**Saved data entries**
_ _ _ _ _ _ _
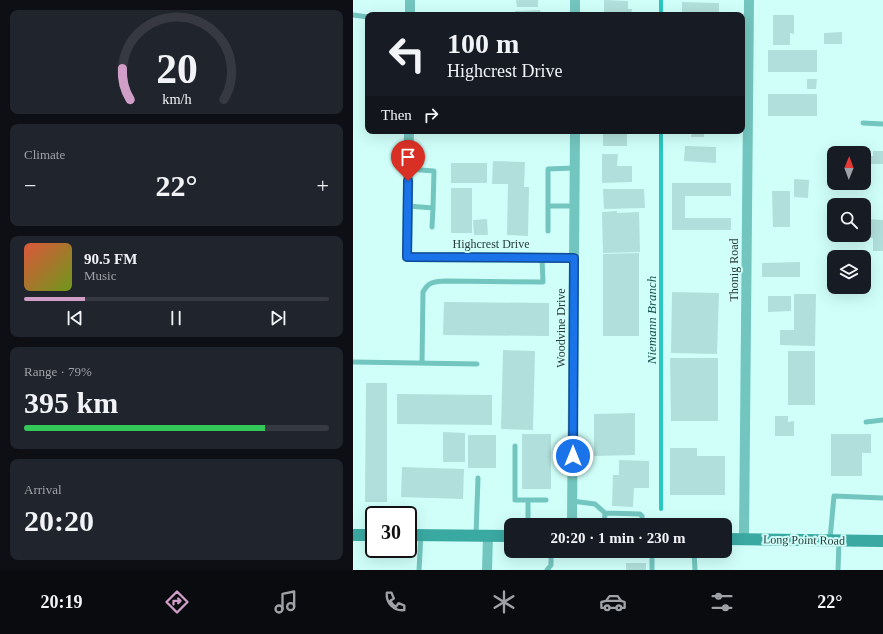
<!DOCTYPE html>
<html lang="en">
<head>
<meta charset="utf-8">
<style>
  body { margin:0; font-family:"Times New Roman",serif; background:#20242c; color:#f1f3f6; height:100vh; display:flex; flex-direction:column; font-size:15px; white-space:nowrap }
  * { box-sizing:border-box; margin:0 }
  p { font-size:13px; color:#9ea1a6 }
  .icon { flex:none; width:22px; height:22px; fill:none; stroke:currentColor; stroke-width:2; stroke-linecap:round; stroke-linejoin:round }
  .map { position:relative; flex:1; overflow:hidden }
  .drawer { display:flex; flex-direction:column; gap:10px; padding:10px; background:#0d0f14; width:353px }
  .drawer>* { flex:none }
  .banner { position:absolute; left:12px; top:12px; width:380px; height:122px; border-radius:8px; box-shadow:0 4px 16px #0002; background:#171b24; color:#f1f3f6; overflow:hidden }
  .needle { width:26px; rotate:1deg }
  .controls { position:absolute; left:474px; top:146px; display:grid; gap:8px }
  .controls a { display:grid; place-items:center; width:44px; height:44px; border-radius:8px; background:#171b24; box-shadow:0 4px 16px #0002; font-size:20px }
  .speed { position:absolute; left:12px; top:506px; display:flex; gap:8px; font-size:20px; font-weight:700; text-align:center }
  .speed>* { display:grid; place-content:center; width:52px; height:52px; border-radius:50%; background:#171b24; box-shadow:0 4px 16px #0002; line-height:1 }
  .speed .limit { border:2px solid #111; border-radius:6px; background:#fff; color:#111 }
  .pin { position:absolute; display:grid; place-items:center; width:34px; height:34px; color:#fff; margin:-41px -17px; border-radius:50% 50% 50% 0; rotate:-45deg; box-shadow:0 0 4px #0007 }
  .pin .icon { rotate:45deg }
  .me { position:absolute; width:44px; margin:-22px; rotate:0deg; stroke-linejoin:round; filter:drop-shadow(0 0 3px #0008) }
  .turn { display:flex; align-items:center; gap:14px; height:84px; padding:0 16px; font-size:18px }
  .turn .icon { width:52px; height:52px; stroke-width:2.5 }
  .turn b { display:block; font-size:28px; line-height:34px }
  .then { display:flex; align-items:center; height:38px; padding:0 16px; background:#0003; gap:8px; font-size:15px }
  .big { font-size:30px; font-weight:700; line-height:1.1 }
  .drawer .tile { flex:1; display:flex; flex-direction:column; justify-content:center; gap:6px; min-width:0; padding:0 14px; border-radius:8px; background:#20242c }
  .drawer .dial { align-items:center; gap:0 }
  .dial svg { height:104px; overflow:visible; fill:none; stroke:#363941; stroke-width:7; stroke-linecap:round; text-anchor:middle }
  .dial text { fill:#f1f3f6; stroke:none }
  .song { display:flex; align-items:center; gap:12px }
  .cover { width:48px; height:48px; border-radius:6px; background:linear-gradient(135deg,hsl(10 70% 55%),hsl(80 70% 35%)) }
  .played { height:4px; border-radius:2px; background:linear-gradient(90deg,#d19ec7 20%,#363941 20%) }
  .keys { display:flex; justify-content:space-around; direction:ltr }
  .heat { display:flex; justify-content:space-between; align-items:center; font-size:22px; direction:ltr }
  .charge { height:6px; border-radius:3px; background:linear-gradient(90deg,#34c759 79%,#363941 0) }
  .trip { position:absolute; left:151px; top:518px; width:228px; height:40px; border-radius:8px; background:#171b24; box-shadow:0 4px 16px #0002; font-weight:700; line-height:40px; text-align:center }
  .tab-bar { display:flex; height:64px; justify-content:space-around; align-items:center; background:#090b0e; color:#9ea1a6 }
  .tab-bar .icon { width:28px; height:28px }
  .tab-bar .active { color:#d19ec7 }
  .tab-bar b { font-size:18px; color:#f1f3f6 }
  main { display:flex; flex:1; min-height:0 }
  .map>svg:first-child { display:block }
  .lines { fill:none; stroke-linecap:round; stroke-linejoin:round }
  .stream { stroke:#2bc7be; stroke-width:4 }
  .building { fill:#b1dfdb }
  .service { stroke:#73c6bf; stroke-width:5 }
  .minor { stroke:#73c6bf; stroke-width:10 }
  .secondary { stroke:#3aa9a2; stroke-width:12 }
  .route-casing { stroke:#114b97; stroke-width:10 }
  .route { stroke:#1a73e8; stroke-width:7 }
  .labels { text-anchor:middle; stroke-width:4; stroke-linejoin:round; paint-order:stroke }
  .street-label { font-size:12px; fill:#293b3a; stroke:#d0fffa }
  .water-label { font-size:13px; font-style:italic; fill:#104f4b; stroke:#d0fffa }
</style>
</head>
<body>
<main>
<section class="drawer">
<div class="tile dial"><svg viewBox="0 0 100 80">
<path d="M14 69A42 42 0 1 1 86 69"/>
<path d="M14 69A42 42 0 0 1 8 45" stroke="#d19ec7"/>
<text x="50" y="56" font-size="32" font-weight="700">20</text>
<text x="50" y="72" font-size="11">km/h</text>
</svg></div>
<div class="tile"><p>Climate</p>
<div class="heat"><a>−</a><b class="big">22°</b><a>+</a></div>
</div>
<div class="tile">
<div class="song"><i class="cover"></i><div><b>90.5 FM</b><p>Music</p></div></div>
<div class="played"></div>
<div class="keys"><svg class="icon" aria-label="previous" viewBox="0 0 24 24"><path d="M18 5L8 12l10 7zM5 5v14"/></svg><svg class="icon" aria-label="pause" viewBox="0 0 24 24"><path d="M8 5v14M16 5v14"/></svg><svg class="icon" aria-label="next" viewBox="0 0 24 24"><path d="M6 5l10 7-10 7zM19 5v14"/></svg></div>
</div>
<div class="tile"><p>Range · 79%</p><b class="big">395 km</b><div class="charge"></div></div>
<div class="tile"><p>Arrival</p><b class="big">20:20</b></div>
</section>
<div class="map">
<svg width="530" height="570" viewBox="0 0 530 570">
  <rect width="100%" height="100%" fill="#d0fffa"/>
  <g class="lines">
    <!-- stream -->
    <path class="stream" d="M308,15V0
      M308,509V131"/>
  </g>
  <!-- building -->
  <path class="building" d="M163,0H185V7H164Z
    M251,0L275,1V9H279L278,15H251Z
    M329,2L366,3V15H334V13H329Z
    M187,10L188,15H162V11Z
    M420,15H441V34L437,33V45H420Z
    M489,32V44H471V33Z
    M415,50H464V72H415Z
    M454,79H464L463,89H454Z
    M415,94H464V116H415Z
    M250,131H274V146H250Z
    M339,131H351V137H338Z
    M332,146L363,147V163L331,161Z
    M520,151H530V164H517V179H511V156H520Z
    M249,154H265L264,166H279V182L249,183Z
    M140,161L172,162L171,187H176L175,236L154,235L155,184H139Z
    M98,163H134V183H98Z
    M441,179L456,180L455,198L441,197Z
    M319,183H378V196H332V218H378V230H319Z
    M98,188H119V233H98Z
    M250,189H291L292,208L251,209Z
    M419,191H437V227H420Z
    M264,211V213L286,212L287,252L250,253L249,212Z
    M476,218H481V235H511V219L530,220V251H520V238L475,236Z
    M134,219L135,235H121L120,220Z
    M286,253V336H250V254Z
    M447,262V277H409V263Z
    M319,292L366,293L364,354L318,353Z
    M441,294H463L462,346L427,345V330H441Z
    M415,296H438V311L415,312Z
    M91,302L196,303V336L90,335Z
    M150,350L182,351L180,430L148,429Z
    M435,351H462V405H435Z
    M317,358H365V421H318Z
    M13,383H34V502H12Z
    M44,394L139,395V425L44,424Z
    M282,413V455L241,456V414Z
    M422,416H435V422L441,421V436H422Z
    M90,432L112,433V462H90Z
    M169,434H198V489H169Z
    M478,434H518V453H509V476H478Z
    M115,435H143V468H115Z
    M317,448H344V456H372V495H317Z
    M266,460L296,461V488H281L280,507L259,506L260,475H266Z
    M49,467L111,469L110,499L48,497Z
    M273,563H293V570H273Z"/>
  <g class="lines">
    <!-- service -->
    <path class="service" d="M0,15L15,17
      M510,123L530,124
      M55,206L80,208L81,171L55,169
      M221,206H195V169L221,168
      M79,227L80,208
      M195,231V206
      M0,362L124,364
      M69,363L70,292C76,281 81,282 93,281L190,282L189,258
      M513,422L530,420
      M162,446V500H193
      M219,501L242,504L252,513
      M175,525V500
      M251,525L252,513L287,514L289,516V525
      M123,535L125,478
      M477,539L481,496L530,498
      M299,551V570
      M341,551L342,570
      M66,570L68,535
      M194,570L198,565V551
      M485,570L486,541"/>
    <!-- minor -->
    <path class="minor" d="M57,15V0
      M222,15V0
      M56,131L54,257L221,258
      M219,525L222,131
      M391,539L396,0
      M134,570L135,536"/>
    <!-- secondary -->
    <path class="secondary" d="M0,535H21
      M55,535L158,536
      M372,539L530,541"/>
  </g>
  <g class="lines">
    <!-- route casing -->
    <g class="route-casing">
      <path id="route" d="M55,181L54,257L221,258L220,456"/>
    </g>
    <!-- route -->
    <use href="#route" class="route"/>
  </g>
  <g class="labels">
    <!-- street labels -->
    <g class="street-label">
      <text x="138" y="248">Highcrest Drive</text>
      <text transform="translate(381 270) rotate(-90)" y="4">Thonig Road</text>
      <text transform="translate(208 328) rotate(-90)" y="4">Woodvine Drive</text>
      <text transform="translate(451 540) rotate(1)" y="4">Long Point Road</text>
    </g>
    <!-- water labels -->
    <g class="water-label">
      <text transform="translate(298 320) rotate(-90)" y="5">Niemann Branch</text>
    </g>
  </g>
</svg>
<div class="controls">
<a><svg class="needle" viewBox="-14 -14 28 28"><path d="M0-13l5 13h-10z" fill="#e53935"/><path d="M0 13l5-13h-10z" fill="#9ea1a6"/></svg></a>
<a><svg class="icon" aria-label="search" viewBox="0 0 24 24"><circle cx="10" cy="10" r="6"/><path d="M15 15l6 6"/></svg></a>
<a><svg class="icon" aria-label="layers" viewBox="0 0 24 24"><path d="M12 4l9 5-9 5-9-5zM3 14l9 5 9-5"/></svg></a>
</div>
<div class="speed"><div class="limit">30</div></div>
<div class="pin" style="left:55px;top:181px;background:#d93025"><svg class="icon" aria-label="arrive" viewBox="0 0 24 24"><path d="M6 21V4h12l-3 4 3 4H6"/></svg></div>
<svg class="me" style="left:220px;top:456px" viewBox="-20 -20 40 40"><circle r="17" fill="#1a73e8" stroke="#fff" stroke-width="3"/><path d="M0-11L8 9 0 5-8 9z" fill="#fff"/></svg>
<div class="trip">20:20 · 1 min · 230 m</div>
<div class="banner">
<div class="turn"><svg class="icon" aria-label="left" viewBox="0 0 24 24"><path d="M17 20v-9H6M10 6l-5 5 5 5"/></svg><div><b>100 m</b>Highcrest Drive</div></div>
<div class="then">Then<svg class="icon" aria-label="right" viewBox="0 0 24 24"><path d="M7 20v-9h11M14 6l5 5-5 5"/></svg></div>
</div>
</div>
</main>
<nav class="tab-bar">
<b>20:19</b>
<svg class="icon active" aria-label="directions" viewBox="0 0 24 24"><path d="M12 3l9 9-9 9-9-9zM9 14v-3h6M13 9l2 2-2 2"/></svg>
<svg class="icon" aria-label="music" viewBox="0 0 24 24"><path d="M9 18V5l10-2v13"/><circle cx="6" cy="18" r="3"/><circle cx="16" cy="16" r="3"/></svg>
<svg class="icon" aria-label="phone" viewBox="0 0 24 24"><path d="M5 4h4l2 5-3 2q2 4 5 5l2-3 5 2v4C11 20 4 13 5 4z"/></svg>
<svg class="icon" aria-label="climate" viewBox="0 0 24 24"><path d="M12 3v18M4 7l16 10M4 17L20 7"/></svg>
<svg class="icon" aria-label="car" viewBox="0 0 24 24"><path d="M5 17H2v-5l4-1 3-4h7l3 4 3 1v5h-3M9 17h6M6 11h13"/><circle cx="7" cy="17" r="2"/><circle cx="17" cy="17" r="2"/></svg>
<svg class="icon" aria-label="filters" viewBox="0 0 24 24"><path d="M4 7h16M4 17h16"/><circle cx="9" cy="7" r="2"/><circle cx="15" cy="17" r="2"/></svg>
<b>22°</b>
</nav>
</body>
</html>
_ _ _ _ _ _ _
**Brief**
Show the lines of the entries that include the string "place", copying each in full.

**Solution to the exercise**
  .controls a { display:grid; place-items:center; width:44px; height:44px; border-radius:8px; background:#171b24; box-shadow:0 4px 16px #0002; font-size:20px }
  .speed>* { display:grid; place-content:center; width:52px; height:52px; border-radius:50%; background:#171b24; box-shadow:0 4px 16px #0002; line-height:1 }
  .pin { position:absolute; display:grid; place-items:center; width:34px; height:34px; color:#fff; margin:-41px -17px; border-radius:50% 50% 50% 0; rotate:-45deg; box-shadow:0 0 4px #0007 }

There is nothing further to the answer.